(Items from a data source)
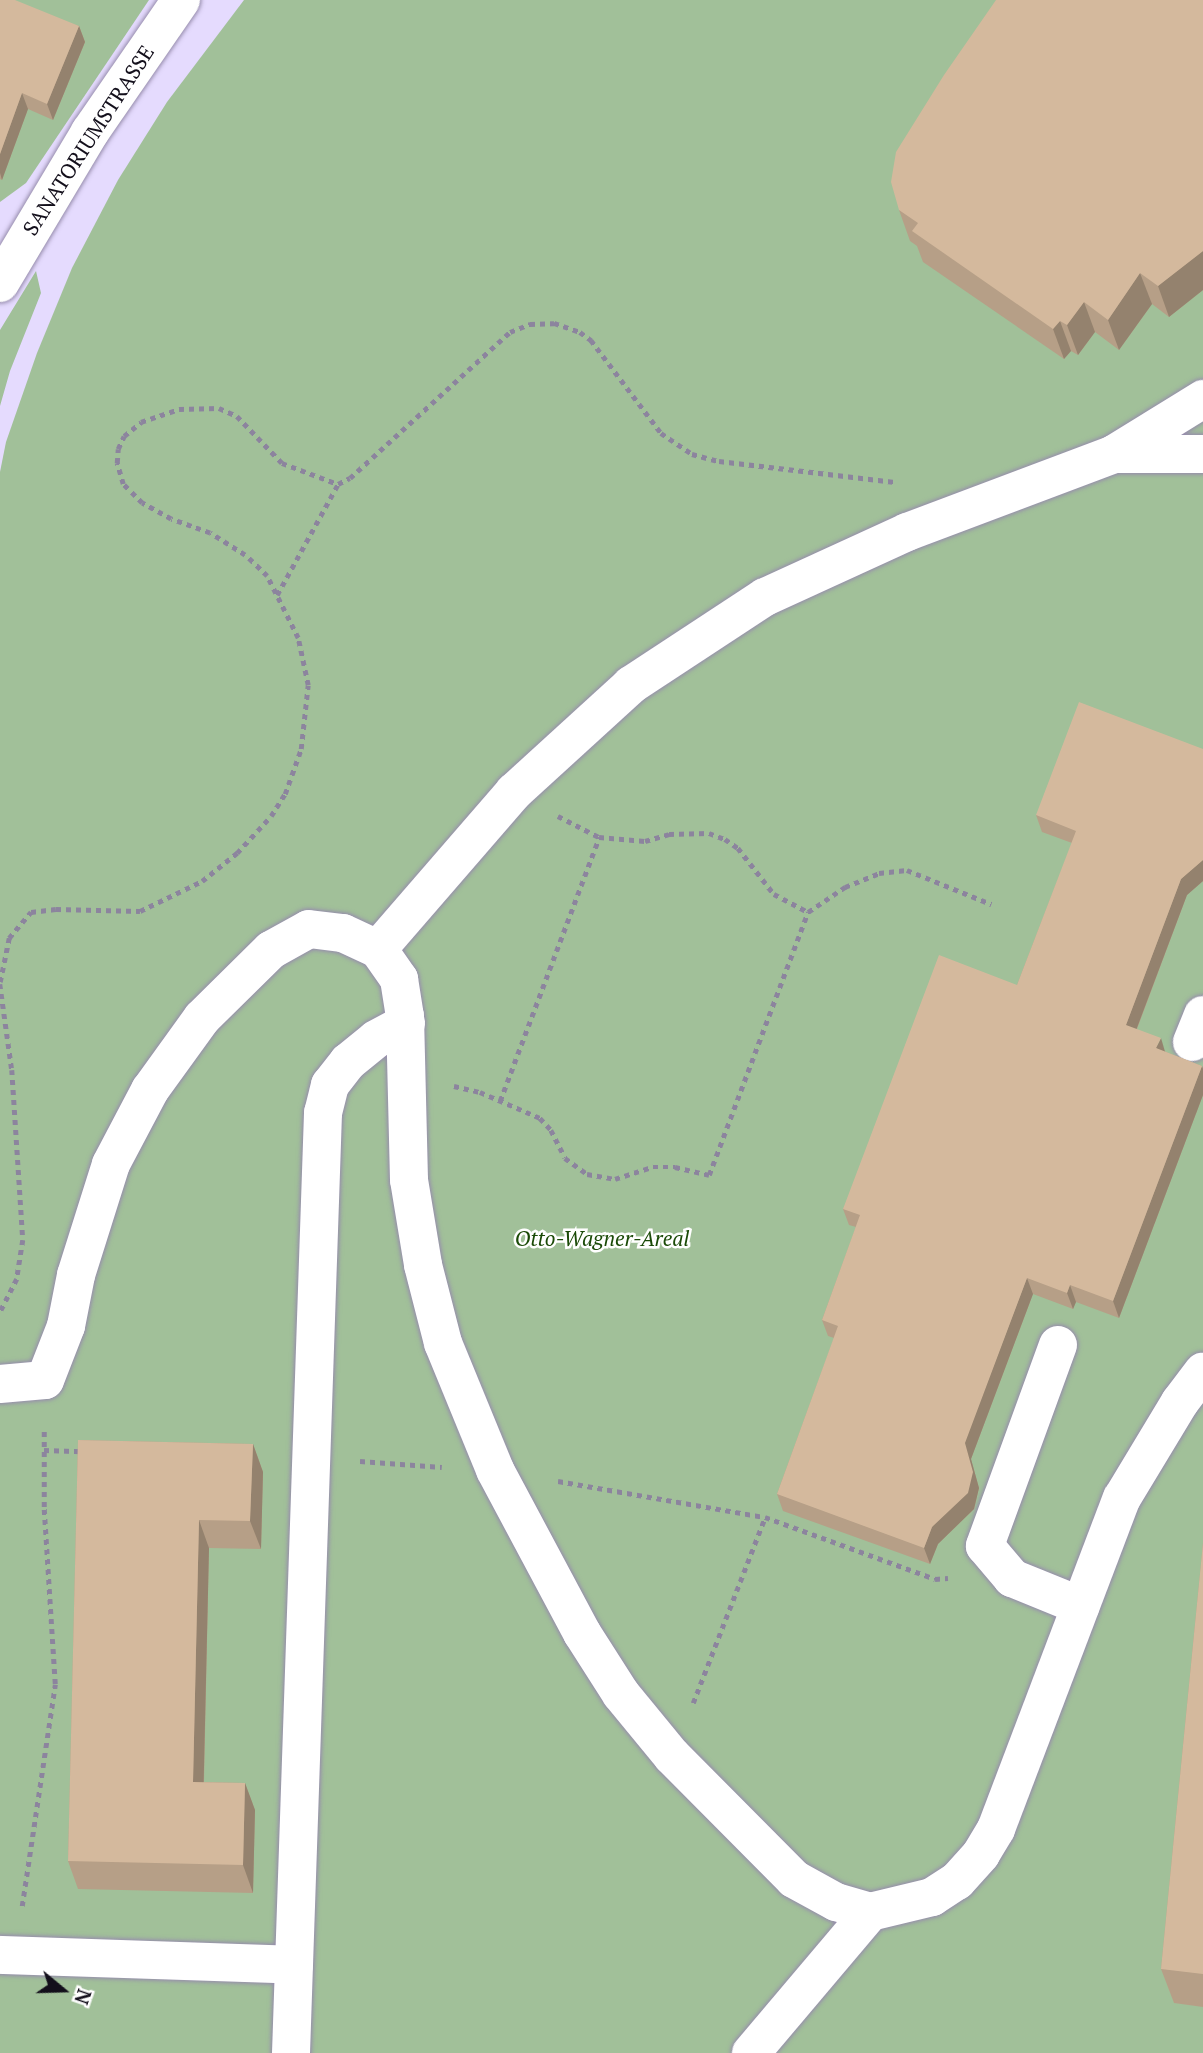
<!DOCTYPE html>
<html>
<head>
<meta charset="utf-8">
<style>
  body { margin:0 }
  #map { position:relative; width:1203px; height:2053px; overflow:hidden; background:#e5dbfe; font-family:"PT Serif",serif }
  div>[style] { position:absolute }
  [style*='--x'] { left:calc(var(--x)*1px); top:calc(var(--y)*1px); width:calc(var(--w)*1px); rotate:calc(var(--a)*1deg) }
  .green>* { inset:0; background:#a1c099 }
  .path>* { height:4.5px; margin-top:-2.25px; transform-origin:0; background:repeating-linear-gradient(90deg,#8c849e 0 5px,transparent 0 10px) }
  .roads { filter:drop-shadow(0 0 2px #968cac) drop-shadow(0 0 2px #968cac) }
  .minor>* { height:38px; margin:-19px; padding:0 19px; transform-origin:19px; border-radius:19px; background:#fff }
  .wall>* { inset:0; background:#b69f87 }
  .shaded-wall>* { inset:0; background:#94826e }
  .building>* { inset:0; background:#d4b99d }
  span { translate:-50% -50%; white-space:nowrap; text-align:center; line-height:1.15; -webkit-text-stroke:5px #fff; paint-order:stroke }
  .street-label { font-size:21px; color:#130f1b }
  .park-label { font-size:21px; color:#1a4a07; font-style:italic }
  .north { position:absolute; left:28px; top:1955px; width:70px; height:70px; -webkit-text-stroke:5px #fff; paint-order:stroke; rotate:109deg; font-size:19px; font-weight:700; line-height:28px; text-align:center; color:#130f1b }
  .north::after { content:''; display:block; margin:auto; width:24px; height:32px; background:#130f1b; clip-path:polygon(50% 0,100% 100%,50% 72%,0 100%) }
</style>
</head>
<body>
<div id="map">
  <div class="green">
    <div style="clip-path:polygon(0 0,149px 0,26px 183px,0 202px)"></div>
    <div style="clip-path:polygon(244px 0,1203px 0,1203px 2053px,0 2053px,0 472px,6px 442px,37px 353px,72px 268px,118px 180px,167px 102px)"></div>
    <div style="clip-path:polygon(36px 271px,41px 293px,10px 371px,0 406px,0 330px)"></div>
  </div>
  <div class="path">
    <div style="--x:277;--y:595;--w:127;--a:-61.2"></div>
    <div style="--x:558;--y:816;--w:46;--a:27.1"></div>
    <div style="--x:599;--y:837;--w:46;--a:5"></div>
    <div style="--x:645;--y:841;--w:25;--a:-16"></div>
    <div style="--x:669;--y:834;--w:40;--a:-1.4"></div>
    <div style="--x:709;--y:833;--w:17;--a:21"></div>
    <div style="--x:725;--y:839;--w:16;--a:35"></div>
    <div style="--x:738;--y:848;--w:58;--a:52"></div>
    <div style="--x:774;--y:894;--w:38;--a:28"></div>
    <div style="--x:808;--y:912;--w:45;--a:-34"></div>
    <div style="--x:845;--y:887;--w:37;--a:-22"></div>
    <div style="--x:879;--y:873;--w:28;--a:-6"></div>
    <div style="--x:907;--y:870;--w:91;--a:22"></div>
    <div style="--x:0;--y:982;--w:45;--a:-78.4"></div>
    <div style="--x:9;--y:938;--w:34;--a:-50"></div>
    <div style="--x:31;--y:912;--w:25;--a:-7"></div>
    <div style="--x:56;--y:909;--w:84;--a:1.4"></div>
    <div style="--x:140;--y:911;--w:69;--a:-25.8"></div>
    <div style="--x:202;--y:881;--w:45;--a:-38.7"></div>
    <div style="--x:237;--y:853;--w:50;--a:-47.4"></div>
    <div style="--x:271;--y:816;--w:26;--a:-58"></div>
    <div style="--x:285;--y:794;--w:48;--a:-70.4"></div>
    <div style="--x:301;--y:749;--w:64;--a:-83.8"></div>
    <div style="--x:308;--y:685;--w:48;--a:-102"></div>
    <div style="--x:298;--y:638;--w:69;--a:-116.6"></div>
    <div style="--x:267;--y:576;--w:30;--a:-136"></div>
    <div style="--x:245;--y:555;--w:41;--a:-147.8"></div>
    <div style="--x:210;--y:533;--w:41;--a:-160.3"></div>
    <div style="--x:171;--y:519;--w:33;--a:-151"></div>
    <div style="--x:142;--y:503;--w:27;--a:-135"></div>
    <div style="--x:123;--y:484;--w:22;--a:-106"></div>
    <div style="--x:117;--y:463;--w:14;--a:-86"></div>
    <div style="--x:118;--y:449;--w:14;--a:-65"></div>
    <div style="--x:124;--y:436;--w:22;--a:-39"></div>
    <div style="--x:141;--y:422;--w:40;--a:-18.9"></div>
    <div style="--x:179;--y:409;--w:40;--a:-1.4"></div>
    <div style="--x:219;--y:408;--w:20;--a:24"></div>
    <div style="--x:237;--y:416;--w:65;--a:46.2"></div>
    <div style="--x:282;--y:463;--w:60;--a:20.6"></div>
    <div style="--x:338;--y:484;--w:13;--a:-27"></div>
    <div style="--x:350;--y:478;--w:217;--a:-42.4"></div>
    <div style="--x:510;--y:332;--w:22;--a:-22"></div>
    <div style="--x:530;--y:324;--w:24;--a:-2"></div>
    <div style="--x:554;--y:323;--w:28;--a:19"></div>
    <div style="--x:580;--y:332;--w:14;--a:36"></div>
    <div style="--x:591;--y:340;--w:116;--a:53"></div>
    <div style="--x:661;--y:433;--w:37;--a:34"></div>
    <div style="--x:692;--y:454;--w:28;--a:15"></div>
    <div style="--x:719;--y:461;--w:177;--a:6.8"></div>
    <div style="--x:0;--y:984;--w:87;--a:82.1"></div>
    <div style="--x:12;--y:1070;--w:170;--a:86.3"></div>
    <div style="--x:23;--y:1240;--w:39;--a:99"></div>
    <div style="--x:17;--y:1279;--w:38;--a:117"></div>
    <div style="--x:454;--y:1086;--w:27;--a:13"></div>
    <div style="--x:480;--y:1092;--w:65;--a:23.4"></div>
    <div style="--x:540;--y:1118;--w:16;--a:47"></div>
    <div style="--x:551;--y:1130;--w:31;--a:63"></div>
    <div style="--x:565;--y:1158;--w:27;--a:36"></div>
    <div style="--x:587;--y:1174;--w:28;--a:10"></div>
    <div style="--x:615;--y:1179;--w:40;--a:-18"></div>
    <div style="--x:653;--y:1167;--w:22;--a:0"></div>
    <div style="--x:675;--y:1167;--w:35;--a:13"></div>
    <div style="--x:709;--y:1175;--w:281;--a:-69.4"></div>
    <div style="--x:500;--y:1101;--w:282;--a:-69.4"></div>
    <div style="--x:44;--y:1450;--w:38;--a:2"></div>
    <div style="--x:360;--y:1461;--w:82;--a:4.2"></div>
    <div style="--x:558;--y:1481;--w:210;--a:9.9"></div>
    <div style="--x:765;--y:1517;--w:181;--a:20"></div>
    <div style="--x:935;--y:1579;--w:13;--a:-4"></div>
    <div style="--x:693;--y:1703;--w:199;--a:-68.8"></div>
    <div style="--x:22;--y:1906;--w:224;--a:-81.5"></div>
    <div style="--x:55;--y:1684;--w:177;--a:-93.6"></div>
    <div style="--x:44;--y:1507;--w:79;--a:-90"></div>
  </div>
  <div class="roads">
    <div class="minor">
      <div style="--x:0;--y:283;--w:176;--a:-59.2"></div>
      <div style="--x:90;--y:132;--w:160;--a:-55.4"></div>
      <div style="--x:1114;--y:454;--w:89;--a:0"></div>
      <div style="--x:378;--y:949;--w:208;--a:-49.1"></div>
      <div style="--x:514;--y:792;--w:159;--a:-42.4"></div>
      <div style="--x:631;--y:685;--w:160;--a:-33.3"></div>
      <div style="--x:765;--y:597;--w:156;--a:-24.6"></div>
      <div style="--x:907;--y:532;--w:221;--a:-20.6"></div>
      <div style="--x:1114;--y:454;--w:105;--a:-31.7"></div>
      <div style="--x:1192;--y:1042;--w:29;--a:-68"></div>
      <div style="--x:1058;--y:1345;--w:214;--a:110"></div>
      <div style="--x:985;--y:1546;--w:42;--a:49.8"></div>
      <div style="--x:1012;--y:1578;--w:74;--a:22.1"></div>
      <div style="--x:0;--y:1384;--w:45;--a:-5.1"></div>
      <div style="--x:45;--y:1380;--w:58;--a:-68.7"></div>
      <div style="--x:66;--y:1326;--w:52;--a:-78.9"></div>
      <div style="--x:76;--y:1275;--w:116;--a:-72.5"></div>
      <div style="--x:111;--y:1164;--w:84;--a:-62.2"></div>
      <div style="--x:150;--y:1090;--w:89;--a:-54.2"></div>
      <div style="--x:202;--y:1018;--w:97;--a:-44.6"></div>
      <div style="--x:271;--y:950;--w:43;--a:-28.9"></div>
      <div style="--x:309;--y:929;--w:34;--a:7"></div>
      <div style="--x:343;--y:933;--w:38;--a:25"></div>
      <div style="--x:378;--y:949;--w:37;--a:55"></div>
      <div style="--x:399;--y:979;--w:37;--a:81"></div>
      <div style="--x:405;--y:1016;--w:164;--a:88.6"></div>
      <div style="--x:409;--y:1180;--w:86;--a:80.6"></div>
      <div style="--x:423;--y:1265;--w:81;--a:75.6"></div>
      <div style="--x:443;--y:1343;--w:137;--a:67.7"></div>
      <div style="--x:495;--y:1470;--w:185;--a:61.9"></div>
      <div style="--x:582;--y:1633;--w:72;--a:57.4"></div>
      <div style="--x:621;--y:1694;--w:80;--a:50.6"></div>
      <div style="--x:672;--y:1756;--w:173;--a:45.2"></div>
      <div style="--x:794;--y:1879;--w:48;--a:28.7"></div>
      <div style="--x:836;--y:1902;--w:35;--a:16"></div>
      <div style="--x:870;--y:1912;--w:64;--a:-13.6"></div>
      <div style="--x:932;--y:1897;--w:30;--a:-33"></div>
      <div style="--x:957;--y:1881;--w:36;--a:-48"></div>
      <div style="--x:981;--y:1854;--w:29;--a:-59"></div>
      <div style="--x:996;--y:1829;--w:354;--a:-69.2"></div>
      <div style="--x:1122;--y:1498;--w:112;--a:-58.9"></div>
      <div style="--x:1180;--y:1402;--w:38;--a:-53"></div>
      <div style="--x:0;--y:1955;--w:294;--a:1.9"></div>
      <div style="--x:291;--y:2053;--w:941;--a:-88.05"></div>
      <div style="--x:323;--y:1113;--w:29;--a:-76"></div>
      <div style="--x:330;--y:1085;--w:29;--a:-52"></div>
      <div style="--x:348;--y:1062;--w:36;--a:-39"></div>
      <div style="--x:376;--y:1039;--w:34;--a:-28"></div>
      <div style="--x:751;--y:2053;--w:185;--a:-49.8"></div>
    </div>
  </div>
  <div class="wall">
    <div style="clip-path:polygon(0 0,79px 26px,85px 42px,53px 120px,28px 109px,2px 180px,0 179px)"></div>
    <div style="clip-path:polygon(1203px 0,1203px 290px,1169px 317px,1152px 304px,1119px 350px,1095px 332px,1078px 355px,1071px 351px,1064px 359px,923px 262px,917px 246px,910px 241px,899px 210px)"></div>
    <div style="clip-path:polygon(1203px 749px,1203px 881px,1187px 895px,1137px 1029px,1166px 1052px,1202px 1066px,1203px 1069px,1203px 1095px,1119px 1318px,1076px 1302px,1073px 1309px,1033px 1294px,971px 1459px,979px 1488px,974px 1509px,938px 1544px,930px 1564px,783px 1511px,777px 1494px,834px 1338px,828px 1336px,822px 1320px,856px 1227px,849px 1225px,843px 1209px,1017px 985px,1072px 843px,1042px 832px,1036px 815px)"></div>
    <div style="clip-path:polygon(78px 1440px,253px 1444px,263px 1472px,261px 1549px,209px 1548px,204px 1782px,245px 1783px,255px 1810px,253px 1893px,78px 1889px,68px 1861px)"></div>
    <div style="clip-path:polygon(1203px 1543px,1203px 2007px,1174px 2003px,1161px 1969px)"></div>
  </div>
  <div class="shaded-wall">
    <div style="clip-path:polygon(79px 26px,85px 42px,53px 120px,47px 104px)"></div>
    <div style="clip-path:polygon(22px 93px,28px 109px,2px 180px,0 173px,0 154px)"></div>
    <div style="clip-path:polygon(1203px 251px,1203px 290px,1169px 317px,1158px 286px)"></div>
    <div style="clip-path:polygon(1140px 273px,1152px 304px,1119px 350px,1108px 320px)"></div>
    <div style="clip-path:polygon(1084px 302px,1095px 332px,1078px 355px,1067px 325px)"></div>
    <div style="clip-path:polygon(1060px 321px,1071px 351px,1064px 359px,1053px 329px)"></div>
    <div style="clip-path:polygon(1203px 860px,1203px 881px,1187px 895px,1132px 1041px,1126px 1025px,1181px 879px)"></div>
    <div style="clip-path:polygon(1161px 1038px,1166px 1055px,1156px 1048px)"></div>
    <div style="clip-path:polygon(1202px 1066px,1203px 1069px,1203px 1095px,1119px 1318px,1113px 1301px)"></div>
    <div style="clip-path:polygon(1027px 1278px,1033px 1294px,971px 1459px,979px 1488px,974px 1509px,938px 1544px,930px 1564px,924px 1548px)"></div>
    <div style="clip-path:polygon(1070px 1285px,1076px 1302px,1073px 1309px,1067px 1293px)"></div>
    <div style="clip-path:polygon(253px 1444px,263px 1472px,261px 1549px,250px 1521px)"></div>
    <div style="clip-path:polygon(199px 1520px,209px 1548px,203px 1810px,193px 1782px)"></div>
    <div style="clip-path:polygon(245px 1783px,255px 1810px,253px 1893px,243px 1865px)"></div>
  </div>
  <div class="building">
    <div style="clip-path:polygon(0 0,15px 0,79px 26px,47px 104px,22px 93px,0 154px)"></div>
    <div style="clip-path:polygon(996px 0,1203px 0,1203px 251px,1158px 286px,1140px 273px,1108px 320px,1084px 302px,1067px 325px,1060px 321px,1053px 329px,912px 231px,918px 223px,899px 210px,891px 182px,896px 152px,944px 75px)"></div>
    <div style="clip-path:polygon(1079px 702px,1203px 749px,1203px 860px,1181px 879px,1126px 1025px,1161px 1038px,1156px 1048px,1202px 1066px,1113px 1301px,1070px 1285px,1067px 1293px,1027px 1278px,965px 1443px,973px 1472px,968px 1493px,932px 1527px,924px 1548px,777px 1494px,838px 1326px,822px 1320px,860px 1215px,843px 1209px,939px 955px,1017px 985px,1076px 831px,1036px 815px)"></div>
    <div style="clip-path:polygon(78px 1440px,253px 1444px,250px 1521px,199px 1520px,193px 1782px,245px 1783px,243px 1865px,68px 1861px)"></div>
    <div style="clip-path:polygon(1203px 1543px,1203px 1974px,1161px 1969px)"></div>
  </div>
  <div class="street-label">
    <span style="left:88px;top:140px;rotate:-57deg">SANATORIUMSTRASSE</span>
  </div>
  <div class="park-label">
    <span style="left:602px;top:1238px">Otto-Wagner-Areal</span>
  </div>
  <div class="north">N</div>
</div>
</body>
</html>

EXERCISE →
Up to and including the line that holds "height:4.5px; margin-top:-2.25px; transform-origin:0;", restate word for word each line of the records from their start, and only those lines, leaving out the pictures.

SOLUTION FOR THIS PROBLEM →
<!DOCTYPE html>
<html>
<head>
<meta charset="utf-8">
<style>
  body { margin:0 }
  #map { position:relative; width:1203px; height:2053px; overflow:hidden; background:#e5dbfe; font-family:"PT Serif",serif }
  div>[style] { position:absolute }
  [style*='--x'] { left:calc(var(--x)*1px); top:calc(var(--y)*1px); width:calc(var(--w)*1px); rotate:calc(var(--a)*1deg) }
  .green>* { inset:0; background:#a1c099 }
  .path>* { height:4.5px; margin-top:-2.25px; transform-origin:0; background:repeating-linear-gradient(90deg,#8c849e 0 5px,transparent 0 10px) }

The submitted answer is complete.